The task: State how many lines in the listing include the word "solid", and give no other text.

Input records:
"""
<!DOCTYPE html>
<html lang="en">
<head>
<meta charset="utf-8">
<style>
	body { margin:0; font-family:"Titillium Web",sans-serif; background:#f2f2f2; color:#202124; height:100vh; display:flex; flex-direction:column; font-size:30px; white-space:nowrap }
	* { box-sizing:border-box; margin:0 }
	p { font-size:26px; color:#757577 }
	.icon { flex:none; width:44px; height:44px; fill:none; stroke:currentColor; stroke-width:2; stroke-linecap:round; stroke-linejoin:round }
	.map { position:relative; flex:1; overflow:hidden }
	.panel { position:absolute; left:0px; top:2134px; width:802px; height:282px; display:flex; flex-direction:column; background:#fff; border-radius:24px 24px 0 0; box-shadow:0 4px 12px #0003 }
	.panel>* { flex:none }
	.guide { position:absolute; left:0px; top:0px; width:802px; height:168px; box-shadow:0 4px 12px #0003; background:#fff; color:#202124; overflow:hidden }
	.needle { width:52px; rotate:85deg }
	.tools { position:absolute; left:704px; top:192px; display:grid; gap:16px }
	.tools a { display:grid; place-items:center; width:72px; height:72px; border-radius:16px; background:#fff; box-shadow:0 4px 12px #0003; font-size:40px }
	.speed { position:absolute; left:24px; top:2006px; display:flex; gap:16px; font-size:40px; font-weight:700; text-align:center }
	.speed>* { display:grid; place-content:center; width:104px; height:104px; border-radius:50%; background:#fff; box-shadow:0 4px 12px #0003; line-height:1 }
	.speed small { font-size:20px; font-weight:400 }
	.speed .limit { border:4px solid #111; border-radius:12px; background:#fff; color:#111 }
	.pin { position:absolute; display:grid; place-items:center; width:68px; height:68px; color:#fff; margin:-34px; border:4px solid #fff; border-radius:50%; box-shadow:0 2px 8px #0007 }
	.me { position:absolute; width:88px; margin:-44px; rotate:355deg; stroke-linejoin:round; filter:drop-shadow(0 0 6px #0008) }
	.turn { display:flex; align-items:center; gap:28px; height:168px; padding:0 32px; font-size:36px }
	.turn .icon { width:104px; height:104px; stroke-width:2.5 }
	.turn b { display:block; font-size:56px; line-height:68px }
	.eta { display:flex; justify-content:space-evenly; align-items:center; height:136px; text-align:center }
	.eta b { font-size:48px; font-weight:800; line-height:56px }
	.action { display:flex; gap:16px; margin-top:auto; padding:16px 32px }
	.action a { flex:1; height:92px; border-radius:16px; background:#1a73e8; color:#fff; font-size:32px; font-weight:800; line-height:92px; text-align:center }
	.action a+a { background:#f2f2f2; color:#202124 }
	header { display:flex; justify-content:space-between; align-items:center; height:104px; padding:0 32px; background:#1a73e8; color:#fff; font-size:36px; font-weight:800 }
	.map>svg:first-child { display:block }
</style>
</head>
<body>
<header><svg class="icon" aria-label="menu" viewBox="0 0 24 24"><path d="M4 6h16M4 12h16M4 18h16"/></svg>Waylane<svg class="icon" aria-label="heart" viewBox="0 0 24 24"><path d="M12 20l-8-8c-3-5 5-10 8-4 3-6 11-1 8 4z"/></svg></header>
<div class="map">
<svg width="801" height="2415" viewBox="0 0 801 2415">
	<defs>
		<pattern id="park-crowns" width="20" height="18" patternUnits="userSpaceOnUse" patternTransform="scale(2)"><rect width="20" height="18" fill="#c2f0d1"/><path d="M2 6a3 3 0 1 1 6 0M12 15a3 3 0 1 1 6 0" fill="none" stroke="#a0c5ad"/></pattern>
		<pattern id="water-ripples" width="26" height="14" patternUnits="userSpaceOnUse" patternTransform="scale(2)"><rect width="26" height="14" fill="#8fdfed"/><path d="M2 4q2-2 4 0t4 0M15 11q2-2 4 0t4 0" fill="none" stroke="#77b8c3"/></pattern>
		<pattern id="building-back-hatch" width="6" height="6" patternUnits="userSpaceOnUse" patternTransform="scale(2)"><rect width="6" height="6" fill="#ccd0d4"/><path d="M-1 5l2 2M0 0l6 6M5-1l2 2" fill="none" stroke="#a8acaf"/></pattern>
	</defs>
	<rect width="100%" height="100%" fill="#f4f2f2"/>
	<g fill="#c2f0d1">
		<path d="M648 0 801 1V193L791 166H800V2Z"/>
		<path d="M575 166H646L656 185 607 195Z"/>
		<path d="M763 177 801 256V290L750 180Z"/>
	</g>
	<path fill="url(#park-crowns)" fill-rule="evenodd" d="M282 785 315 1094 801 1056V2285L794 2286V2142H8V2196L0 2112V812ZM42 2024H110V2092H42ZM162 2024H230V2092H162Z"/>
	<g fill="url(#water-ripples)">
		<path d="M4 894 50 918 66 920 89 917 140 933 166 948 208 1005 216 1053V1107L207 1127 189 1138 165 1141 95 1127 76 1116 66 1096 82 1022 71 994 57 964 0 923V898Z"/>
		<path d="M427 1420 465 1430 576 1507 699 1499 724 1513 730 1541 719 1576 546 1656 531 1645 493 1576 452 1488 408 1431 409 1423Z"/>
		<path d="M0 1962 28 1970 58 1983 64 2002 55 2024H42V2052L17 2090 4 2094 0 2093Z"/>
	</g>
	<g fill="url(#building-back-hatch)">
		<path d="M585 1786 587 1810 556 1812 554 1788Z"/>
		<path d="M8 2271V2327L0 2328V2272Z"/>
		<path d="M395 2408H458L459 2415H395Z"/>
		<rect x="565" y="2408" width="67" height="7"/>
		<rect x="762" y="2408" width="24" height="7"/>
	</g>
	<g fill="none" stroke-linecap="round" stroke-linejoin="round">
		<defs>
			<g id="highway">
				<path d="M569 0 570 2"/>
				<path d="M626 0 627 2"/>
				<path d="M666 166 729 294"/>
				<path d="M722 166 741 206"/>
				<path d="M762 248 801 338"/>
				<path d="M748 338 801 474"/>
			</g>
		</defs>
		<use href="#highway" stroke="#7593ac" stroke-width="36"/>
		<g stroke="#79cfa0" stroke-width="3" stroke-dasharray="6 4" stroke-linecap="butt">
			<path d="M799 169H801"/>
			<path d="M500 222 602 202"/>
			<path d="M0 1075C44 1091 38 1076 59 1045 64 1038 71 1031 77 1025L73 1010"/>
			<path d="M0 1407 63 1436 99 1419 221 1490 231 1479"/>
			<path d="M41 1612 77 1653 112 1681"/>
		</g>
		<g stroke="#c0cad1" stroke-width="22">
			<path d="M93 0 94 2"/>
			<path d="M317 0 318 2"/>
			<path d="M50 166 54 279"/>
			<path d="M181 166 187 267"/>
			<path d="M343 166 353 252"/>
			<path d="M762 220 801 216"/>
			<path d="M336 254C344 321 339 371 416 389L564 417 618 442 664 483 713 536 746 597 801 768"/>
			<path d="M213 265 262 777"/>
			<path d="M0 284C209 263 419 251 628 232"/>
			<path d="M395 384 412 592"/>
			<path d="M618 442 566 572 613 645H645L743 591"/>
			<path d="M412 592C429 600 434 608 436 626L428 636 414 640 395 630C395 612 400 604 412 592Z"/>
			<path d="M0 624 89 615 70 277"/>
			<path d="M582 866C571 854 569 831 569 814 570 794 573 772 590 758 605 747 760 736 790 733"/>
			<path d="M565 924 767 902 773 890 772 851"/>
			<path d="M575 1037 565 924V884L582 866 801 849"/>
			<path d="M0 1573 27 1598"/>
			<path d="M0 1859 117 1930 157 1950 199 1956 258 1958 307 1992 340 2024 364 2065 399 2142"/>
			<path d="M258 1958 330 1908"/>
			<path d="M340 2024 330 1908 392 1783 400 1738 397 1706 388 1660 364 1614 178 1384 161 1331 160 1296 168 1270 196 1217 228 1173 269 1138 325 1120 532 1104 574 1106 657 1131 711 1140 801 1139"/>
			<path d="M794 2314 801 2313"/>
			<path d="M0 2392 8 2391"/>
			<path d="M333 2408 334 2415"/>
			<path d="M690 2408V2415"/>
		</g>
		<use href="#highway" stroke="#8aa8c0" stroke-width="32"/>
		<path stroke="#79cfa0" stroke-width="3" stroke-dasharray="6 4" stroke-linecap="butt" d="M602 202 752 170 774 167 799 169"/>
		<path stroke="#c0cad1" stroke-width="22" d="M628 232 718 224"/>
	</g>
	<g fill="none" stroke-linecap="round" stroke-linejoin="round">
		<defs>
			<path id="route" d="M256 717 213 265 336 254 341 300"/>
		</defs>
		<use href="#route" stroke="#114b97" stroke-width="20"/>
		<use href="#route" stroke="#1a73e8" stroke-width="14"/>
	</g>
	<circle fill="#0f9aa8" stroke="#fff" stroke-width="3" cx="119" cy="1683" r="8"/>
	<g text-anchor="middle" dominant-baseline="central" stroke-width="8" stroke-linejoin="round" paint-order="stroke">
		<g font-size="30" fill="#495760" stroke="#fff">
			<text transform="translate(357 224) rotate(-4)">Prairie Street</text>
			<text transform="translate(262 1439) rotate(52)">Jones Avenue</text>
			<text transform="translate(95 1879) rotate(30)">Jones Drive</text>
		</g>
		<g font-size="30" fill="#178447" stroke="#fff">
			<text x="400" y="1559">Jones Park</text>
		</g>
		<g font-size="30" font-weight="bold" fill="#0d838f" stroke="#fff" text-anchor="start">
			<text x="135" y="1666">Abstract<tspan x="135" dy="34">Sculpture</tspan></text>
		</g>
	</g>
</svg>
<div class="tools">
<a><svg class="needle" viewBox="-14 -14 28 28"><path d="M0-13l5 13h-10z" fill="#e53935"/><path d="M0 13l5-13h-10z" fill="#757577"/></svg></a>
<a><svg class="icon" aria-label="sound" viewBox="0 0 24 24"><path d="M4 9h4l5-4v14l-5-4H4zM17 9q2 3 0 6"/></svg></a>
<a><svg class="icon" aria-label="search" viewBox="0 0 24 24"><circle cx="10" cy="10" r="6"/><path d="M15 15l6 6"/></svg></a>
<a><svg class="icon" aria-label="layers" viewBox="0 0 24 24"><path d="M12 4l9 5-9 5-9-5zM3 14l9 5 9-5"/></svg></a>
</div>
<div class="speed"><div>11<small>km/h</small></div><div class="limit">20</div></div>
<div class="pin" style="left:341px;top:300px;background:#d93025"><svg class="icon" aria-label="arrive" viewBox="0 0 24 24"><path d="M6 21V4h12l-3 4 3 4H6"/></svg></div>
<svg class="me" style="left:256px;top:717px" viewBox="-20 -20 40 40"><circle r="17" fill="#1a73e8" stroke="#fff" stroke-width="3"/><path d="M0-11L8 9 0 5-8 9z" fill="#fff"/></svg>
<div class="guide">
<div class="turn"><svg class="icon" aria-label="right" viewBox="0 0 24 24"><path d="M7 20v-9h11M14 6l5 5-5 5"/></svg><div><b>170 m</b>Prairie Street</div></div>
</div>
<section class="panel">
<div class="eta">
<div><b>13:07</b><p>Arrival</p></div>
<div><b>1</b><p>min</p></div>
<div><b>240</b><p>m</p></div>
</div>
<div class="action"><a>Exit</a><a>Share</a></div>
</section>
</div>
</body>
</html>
"""
Written response: 2